Work request ->
Could you retype all of the data below exactly as given?

BEGIN Information given

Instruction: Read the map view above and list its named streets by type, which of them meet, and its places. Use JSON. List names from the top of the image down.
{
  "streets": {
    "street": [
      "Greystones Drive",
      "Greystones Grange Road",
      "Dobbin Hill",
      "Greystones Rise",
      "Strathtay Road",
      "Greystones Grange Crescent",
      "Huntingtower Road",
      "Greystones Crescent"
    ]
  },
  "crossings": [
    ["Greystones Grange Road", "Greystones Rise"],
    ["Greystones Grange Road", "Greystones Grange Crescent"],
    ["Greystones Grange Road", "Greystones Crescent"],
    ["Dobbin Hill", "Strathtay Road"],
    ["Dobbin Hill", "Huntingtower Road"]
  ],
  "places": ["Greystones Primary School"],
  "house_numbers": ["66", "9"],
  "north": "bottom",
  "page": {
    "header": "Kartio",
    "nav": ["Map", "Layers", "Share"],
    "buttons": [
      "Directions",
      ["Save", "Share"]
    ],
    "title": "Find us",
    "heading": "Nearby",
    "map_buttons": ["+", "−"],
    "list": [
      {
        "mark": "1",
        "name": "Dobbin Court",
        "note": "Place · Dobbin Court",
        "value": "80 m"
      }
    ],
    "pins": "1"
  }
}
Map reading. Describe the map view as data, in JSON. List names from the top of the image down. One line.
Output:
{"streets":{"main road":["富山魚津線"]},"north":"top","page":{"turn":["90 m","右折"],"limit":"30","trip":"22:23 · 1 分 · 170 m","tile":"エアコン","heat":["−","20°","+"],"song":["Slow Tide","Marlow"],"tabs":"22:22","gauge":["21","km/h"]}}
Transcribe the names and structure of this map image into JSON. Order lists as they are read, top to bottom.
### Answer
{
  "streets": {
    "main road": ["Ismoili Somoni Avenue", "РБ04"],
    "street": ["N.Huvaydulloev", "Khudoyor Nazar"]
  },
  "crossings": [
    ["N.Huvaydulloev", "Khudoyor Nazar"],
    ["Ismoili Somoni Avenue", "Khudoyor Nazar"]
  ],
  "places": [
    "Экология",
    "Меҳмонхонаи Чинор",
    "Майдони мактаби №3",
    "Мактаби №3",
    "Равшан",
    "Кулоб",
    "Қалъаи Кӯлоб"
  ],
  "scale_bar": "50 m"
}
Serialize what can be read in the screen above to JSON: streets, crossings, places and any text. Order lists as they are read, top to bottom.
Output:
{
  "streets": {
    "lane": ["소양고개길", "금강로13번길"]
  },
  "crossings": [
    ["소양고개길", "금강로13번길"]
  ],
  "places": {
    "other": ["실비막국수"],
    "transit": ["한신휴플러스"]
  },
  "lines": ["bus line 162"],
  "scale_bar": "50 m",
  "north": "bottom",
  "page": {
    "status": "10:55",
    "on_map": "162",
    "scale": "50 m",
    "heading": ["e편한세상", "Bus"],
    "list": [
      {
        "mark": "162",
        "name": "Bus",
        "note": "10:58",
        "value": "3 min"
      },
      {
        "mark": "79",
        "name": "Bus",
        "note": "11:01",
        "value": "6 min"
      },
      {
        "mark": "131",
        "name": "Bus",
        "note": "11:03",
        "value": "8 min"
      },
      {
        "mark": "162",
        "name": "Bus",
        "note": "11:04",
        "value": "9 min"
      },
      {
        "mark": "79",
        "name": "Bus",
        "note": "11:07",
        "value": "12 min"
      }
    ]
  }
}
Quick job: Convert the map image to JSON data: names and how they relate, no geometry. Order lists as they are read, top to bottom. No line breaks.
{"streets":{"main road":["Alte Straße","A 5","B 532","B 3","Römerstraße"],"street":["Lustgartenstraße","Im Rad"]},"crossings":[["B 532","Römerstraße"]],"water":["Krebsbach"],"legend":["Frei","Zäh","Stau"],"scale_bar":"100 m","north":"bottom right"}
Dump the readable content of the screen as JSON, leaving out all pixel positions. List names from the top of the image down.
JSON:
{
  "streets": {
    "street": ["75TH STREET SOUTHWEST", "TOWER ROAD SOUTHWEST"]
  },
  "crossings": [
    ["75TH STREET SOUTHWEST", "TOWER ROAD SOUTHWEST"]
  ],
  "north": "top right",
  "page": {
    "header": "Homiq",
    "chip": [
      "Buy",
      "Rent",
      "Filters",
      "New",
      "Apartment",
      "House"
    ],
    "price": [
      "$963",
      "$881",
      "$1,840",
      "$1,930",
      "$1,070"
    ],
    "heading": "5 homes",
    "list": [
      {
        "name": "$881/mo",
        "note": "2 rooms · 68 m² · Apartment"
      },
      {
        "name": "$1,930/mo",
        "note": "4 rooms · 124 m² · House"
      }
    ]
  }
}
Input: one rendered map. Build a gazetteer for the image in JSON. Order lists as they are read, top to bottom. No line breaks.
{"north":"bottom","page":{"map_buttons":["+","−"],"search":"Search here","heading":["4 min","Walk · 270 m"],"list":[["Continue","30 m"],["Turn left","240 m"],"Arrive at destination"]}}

END Information given

Problem solution ->
Instruction: Read the map view above and list its named streets by type, which of them meet, and its places. Use JSON. List names from the top of the image down.
{
  "streets": {
    "street": [
      "Greystones Drive",
      "Greystones Grange Road",
      "Dobbin Hill",
      "Greystones Rise",
      "Strathtay Road",
      "Greystones Grange Crescent",
      "Huntingtower Road",
      "Greystones Crescent"
    ]
  },
  "crossings": [
    ["Greystones Grange Road", "Greystones Rise"],
    ["Greystones Grange Road", "Greystones Grange Crescent"],
    ["Greystones Grange Road", "Greystones Crescent"],
    ["Dobbin Hill", "Strathtay Road"],
    ["Dobbin Hill", "Huntingtower Road"]
  ],
  "places": ["Greystones Primary School"],
  "house_numbers": ["66", "9"],
  "north": "bottom",
  "page": {
    "header": "Kartio",
    "nav": ["Map", "Layers", "Share"],
    "buttons": [
      "Directions",
      ["Save", "Share"]
    ],
    "title": "Find us",
    "heading": "Nearby",
    "map_buttons": ["+", "−"],
    "list": [
      {
        "mark": "1",
        "name": "Dobbin Court",
        "note": "Place · Dobbin Court",
        "value": "80 m"
      }
    ],
    "pins": "1"
  }
}
Map reading. Describe the map view as data, in JSON. List names from the top of the image down. One line.
Output:
{"streets":{"main road":["富山魚津線"]},"north":"top","page":{"turn":["90 m","右折"],"limit":"30","trip":"22:23 · 1 分 · 170 m","tile":"エアコン","heat":["−","20°","+"],"song":["Slow Tide","Marlow"],"tabs":"22:22","gauge":["21","km/h"]}}
Transcribe the names and structure of this map image into JSON. Order lists as they are read, top to bottom.
### Answer
{
  "streets": {
    "main road": ["Ismoili Somoni Avenue", "РБ04"],
    "street": ["N.Huvaydulloev", "Khudoyor Nazar"]
  },
  "crossings": [
    ["N.Huvaydulloev", "Khudoyor Nazar"],
    ["Ismoili Somoni Avenue", "Khudoyor Nazar"]
  ],
  "places": [
    "Экология",
    "Меҳмонхонаи Чинор",
    "Майдони мактаби №3",
    "Мактаби №3",
    "Равшан",
    "Кулоб",
    "Қалъаи Кӯлоб"
  ],
  "scale_bar": "50 m"
}
Serialize what can be read in the screen above to JSON: streets, crossings, places and any text. Order lists as they are read, top to bottom.
Output:
{
  "streets": {
    "lane": ["소양고개길", "금강로13번길"]
  },
  "crossings": [
    ["소양고개길", "금강로13번길"]
  ],
  "places": {
    "other": ["실비막국수"],
    "transit": ["한신휴플러스"]
  },
  "lines": ["bus line 162"],
  "scale_bar": "50 m",
  "north": "bottom",
  "page": {
    "status": "10:55",
    "on_map": "162",
    "scale": "50 m",
    "heading": ["e편한세상", "Bus"],
    "list": [
      {
        "mark": "162",
        "name": "Bus",
        "note": "10:58",
        "value": "3 min"
      },
      {
        "mark": "79",
        "name": "Bus",
        "note": "11:01",
        "value": "6 min"
      },
      {
        "mark": "131",
        "name": "Bus",
        "note": "11:03",
        "value": "8 min"
      },
      {
        "mark": "162",
        "name": "Bus",
        "note": "11:04",
        "value": "9 min"
      },
      {
        "mark": "79",
        "name": "Bus",
        "note": "11:07",
        "value": "12 min"
      }
    ]
  }
}
Quick job: Convert the map image to JSON data: names and how they relate, no geometry. Order lists as they are read, top to bottom. No line breaks.
{"streets":{"main road":["Alte Straße","A 5","B 532","B 3","Römerstraße"],"street":["Lustgartenstraße","Im Rad"]},"crossings":[["B 532","Römerstraße"]],"water":["Krebsbach"],"legend":["Frei","Zäh","Stau"],"scale_bar":"100 m","north":"bottom right"}
Dump the readable content of the screen as JSON, leaving out all pixel positions. List names from the top of the image down.
JSON:
{
  "streets": {
    "street": ["75TH STREET SOUTHWEST", "TOWER ROAD SOUTHWEST"]
  },
  "crossings": [
    ["75TH STREET SOUTHWEST", "TOWER ROAD SOUTHWEST"]
  ],
  "north": "top right",
  "page": {
    "header": "Homiq",
    "chip": [
      "Buy",
      "Rent",
      "Filters",
      "New",
      "Apartment",
      "House"
    ],
    "price": [
      "$963",
      "$881",
      "$1,840",
      "$1,930",
      "$1,070"
    ],
    "heading": "5 homes",
    "list": [
      {
        "name": "$881/mo",
        "note": "2 rooms · 68 m² · Apartment"
      },
      {
        "name": "$1,930/mo",
        "note": "4 rooms · 124 m² · House"
      }
    ]
  }
}
Input: one rendered map. Build a gazetteer for the image in JSON. Order lists as they are read, top to bottom. No line breaks.
{"north":"bottom","page":{"map_buttons":["+","−"],"search":"Search here","heading":["4 min","Walk · 270 m"],"list":[["Continue","30 m"],["Turn left","240 m"],"Arrive at destination"]}}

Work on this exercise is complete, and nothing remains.